Adult diagnosed TS
Well, I started clearing my throat and coughing when around five or six, and eye blinking when seven. I remember my mother constantly telling me to stop these things, calling them awful nervous habits. I'd try stopping to please her, but couldn't. Meaning that I was constantly criticized for something I couldn't stop.
Another thing I've always had to do (I don't know if it's a tic or an autistic stim, it's not possible to know) is to sort of pinch my neck. One of my daughters would imitate me and mock me, to show me how stupid it looked, so I would stop. I tried awfully hard to stop, and succeeded once for a month. By the end of the month I felt like going insane, because I needed to do that. But I felt like I was a failure with no self control at all if I started again. Eventually I had to give into doing it again and hated myself for it.
My son used to yell at me for repeating things he said, telling me that he just said that, and now I was trying to make it look like it was my idea. I had no answer for him, because I didn't know why I had to repeat what he said.
My husband used to get mad at me for repeating things I say several times, and again, I couldn't tell him why I needed to do that, because I didn't know myself.
When I needed to do obvious tics I used to suppress them for hours, and then would spend one or two hours in the bathroom, letting out the tics. I thought I might be insane, and didn't want people to know.
Finding out about Tourette Syndrome (at the age of 50) was a great relief and finally explained all those things.
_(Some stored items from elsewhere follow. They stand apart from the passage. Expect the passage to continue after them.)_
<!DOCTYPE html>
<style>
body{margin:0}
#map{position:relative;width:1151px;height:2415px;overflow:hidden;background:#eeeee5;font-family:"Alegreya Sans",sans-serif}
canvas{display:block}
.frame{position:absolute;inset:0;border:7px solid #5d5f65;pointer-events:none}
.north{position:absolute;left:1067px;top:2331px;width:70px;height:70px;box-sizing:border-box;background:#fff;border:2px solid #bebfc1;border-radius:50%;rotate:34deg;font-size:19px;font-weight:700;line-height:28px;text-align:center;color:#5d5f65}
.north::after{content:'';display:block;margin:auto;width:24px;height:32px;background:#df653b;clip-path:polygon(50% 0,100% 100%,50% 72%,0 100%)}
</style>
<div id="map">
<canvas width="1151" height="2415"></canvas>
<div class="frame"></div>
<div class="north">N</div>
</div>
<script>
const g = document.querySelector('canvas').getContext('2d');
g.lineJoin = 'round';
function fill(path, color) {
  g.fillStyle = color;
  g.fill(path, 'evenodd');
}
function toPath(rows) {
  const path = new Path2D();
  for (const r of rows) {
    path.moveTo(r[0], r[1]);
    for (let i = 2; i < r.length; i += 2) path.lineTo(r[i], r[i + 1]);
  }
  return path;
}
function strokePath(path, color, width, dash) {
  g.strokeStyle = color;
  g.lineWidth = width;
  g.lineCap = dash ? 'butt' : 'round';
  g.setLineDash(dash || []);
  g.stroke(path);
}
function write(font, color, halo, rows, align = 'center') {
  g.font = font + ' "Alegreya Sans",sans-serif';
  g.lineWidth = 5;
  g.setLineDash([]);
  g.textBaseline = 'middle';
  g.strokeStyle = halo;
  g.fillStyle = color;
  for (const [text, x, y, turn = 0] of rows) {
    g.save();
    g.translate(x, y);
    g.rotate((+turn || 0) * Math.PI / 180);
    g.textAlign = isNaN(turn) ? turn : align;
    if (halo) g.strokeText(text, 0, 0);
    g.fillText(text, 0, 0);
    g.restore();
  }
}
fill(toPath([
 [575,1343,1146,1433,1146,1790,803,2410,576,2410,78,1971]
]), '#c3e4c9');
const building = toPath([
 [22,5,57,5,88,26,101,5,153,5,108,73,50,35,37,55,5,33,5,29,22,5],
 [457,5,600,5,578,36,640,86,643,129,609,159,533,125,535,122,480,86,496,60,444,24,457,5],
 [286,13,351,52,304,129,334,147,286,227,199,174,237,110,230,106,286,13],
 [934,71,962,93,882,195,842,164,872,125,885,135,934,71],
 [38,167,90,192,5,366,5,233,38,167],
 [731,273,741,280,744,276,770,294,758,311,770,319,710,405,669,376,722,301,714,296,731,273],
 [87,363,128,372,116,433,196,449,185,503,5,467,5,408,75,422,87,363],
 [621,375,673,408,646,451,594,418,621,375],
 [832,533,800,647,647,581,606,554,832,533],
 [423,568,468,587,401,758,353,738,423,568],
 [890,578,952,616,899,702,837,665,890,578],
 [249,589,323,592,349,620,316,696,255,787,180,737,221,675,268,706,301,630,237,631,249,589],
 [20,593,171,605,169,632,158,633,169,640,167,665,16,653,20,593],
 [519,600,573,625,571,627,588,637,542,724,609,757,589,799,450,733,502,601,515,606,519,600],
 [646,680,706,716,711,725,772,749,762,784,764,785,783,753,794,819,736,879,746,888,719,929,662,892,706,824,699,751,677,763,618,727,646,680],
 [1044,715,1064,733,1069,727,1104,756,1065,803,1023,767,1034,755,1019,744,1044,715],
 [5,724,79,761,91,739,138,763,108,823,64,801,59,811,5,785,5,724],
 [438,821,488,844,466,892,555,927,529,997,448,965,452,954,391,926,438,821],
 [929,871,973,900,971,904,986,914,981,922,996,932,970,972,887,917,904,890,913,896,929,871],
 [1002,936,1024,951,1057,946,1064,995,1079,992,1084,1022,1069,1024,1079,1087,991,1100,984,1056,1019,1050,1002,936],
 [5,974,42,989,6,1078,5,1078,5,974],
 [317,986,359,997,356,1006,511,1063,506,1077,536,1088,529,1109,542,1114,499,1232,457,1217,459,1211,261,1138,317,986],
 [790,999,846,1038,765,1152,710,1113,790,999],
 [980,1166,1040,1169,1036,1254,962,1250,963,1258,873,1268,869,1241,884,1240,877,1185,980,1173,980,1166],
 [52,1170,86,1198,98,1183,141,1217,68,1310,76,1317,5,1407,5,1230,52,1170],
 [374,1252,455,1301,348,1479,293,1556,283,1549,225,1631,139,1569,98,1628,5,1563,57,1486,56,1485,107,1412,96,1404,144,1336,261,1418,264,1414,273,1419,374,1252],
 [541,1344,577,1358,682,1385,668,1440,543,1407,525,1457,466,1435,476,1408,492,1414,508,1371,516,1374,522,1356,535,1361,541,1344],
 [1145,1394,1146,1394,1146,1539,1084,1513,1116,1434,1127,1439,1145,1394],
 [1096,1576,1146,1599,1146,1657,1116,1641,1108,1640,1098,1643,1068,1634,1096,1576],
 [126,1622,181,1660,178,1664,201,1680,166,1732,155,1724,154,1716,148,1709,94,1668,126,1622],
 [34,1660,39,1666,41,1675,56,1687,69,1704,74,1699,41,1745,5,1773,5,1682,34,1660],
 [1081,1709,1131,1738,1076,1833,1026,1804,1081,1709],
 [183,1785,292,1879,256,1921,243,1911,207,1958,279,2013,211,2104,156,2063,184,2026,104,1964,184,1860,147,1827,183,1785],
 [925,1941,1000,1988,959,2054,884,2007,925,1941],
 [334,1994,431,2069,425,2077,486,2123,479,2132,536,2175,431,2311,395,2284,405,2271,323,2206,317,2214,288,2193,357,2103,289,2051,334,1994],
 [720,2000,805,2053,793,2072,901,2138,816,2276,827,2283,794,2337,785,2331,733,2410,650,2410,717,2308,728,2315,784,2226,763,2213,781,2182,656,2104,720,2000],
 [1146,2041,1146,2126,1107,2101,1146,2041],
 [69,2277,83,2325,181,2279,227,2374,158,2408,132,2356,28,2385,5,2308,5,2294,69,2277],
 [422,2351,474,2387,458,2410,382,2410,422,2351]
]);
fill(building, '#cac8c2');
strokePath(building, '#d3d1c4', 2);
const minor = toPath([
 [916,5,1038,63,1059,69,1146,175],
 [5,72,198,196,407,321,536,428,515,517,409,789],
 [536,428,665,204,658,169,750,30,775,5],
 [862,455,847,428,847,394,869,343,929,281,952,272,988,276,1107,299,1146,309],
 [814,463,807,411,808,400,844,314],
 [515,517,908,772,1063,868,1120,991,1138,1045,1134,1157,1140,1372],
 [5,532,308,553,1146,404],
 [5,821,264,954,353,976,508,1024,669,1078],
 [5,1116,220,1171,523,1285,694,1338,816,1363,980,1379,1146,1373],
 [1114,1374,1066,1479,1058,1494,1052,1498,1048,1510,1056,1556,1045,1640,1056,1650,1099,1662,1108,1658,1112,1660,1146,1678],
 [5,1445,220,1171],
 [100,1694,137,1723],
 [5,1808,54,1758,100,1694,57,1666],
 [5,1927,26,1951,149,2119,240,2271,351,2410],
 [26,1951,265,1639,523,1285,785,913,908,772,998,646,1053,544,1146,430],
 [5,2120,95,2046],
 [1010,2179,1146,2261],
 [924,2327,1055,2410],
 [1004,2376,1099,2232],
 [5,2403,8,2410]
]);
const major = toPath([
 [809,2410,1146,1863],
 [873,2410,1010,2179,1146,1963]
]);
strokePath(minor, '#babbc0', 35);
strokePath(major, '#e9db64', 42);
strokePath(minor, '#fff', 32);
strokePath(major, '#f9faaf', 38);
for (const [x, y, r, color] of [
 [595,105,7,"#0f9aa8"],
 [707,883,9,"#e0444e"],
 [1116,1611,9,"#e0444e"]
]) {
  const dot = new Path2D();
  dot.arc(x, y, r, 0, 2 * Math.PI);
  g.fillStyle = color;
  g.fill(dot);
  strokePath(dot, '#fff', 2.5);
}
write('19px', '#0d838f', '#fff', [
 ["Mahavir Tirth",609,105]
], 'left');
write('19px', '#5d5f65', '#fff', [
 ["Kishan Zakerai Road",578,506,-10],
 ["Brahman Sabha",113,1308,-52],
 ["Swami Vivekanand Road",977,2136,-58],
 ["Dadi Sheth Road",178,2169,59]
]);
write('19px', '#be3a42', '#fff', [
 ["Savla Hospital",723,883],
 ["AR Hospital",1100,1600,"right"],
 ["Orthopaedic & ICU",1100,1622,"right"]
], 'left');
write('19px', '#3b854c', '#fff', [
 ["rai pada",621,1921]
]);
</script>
I told my son why I repeat things and explained to everybody what tics are, and that I don't want to do them but have no choice. Now they ignore them most of the time. Even though sometimes they'll still tell me to 'stop it', especially when I fidget in church, because I am an embarrasment to them, I guess. Just the other day my 19-year-old daughter got mad at me for clearing my throat several times while she was on the phone. She still doesn't understand that it is a tic and that it isn't voluntary.
I still feel embarrassed about my tics, even at home, because of the persecution I've had all my life. For the most part I let them out, though, and won't hide in the bathroom any more. It's time my family learns to live with it, it's too stressful to suppress tics at home, too. I should be able to relax at home and not having to worry about it.
German citizen, married to a Canadian for 28 years, four daughters, one son, eight grandchildren (and one on the way).